===== Data supplied =====
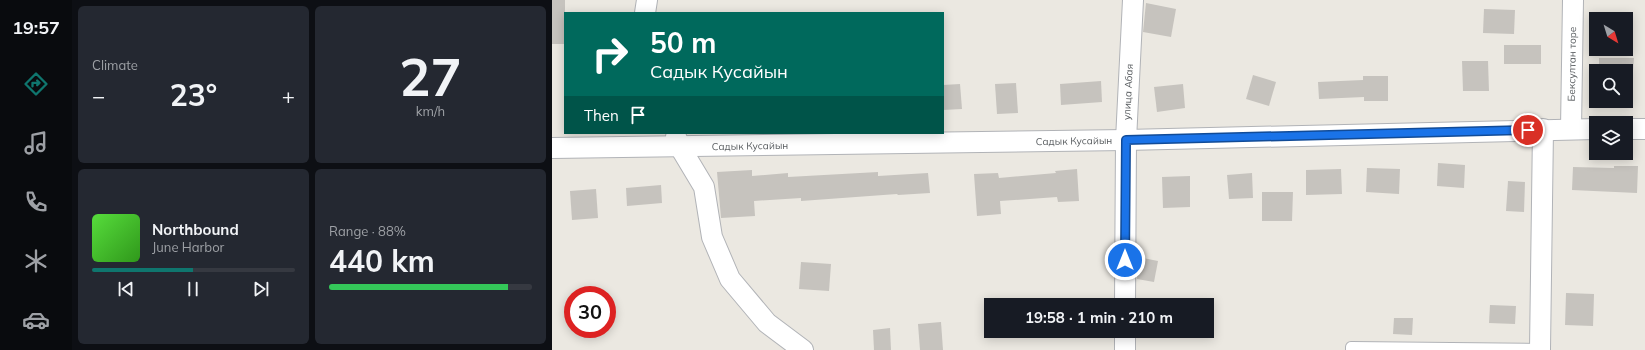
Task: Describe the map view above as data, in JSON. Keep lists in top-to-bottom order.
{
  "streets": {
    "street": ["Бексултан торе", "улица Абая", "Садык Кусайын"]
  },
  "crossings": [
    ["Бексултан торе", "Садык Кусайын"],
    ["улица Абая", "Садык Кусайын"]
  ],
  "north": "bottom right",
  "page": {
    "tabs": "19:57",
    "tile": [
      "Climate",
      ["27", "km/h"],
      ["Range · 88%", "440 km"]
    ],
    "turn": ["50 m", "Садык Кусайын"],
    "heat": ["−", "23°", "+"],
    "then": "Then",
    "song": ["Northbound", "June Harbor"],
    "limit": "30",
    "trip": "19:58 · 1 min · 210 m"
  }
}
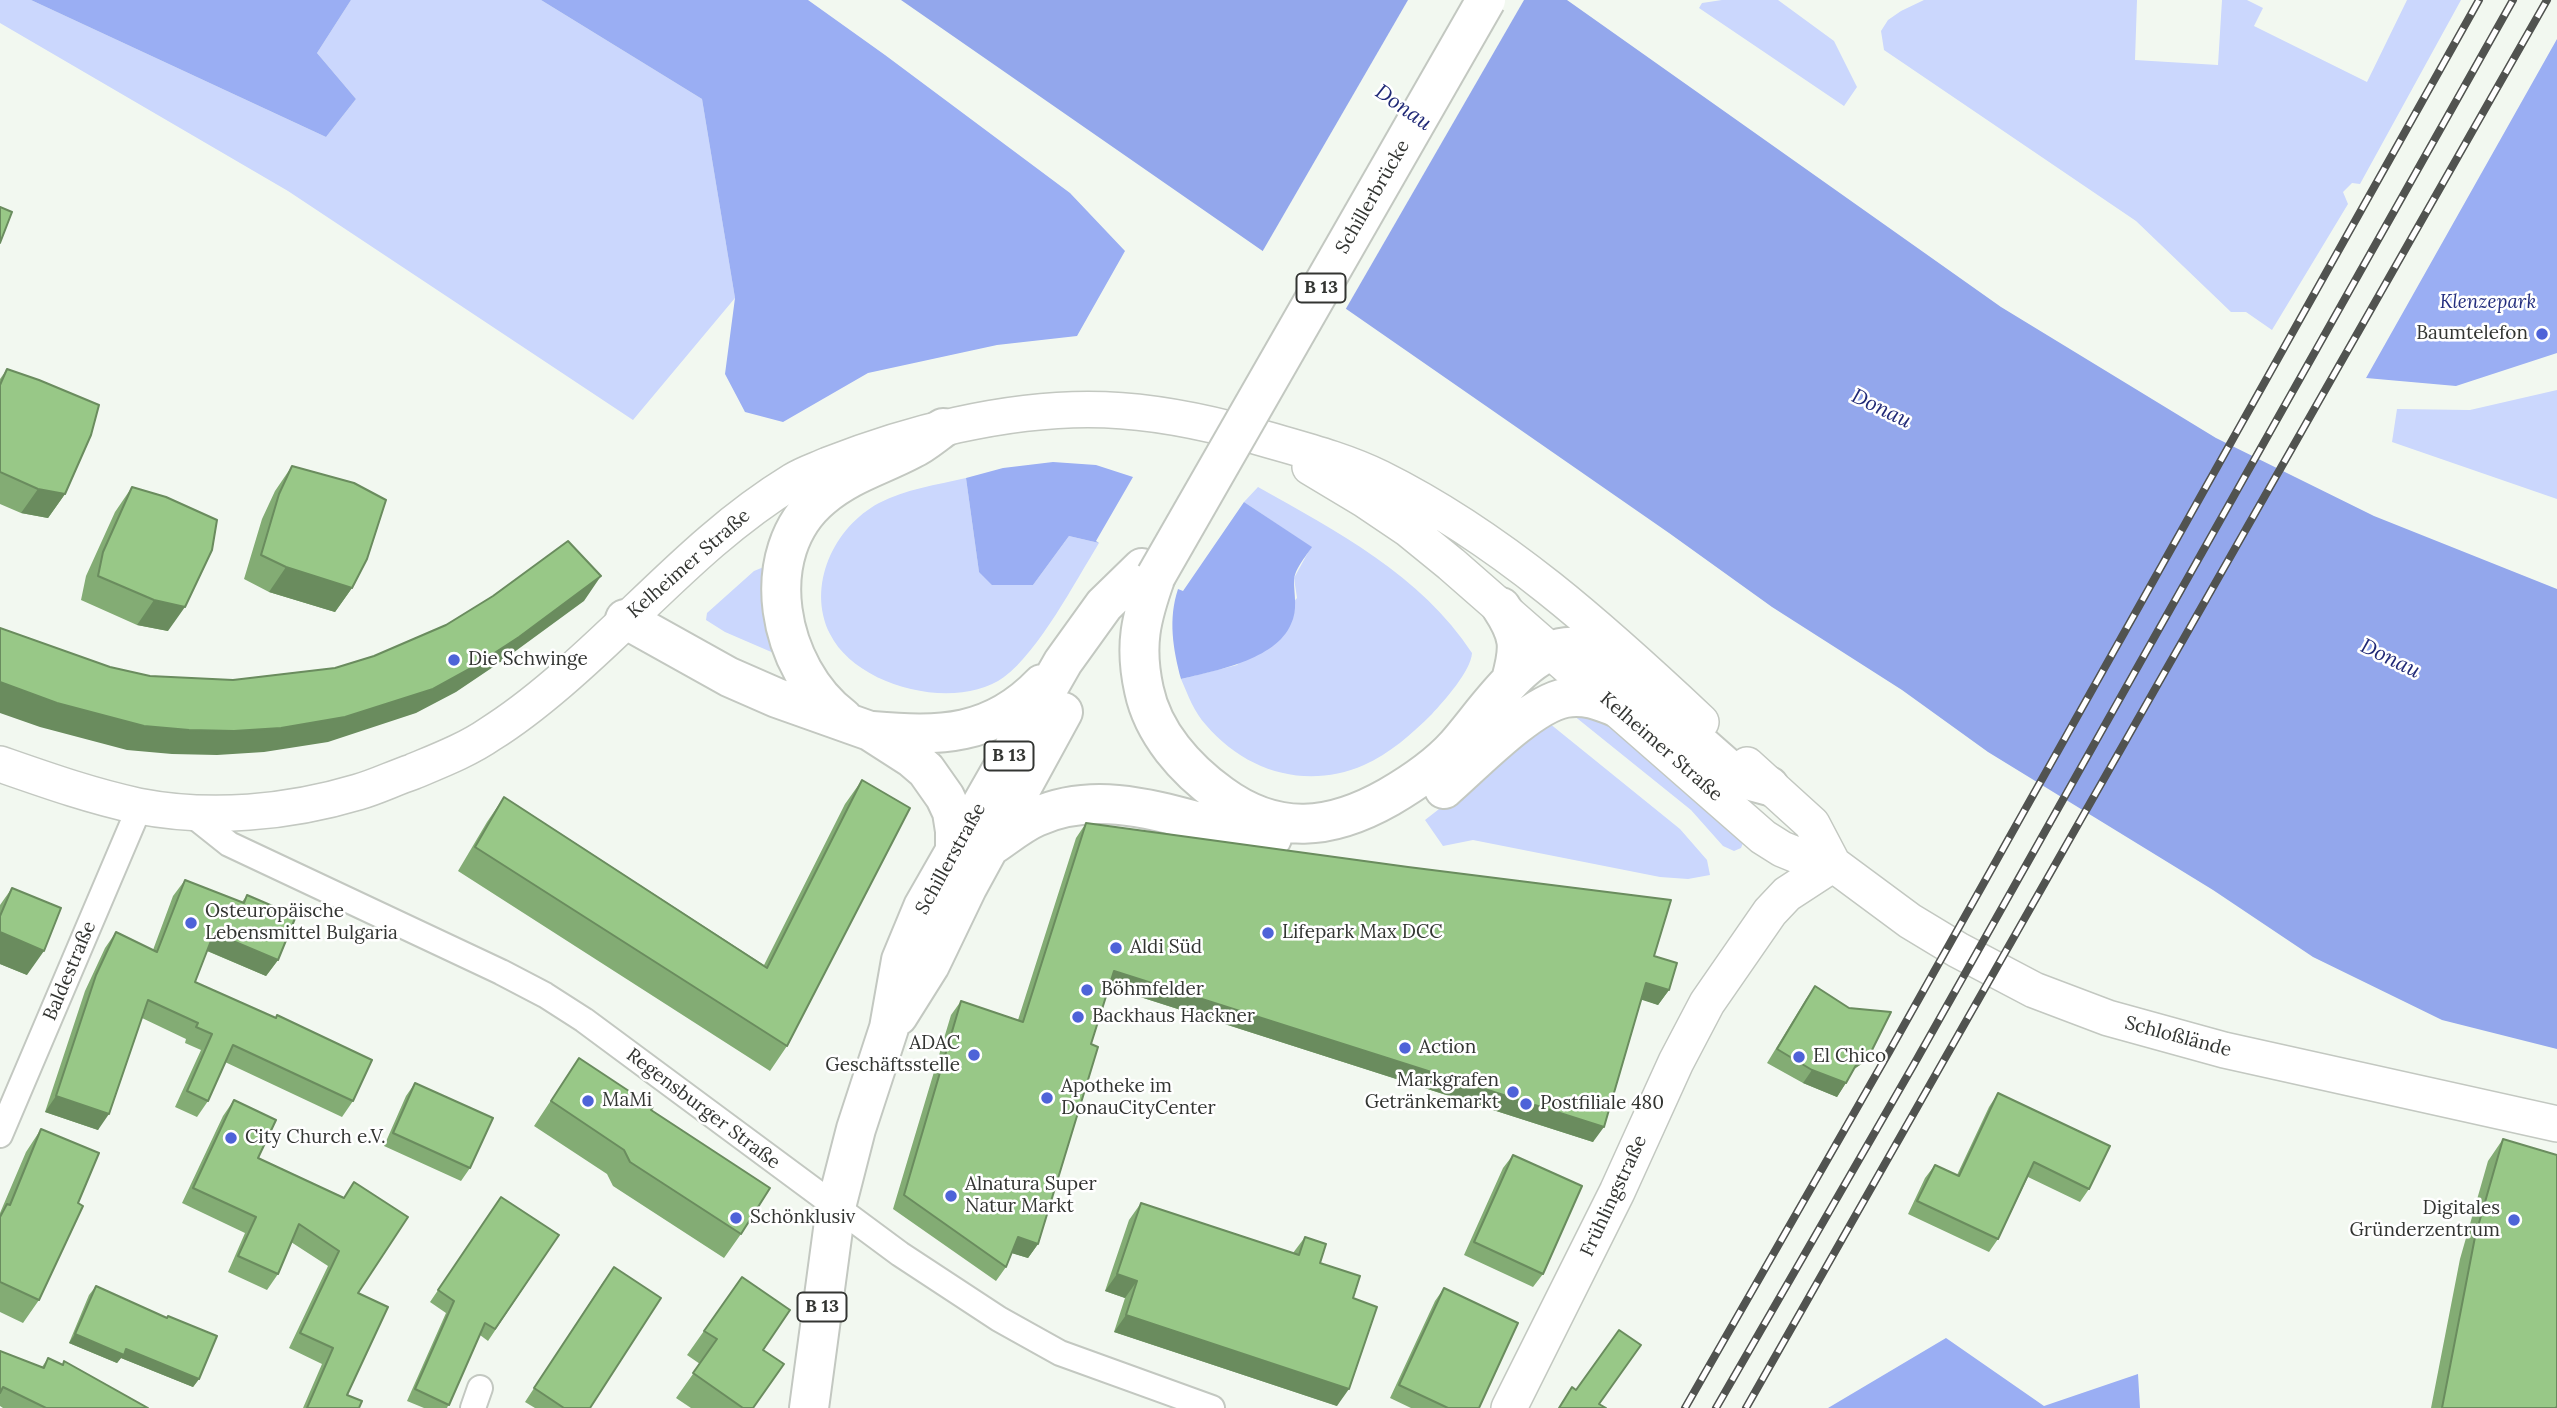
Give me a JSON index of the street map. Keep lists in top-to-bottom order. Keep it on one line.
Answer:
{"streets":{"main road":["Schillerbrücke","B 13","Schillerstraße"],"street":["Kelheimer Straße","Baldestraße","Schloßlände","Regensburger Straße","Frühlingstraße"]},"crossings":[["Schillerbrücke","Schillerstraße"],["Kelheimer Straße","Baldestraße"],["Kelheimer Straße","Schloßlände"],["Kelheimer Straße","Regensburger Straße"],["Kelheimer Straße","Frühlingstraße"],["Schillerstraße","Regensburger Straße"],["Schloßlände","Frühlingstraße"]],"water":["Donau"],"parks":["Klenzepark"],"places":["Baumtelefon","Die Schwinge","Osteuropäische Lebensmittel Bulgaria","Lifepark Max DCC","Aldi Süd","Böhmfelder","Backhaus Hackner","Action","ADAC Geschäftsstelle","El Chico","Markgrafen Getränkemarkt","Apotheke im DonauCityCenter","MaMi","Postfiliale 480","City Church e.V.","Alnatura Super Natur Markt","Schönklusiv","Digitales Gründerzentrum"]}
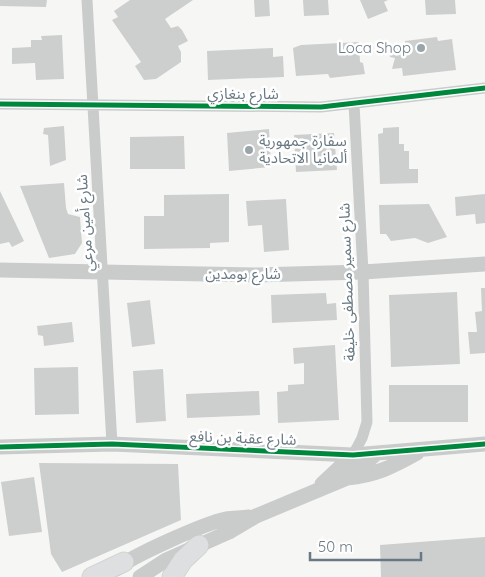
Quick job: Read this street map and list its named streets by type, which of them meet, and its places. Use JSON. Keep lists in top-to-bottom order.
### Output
=====
*Instructions for the task*. Nothing but the lines from the first line of the listing above to the line containing "Give me a JSON" should appear in the answer, each one exact and with no pictures.

*Exercise response*.
Task: Describe the map view above as data, in JSON. Keep lists in top-to-bottom order.
{
  "streets": {
    "street": ["Бексултан торе", "улица Абая", "Садык Кусайын"]
  },
  "crossings": [
    ["Бексултан торе", "Садык Кусайын"],
    ["улица Абая", "Садык Кусайын"]
  ],
  "north": "bottom right",
  "page": {
    "tabs": "19:57",
    "tile": [
      "Climate",
      ["27", "km/h"],
      ["Range · 88%", "440 km"]
    ],
    "turn": ["50 m", "Садык Кусайын"],
    "heat": ["−", "23°", "+"],
    "then": "Then",
    "song": ["Northbound", "June Harbor"],
    "limit": "30",
    "trip": "19:58 · 1 min · 210 m"
  }
}
Give me a JSON index of the street map. Keep lists in top-to-bottom order. Keep it on one line.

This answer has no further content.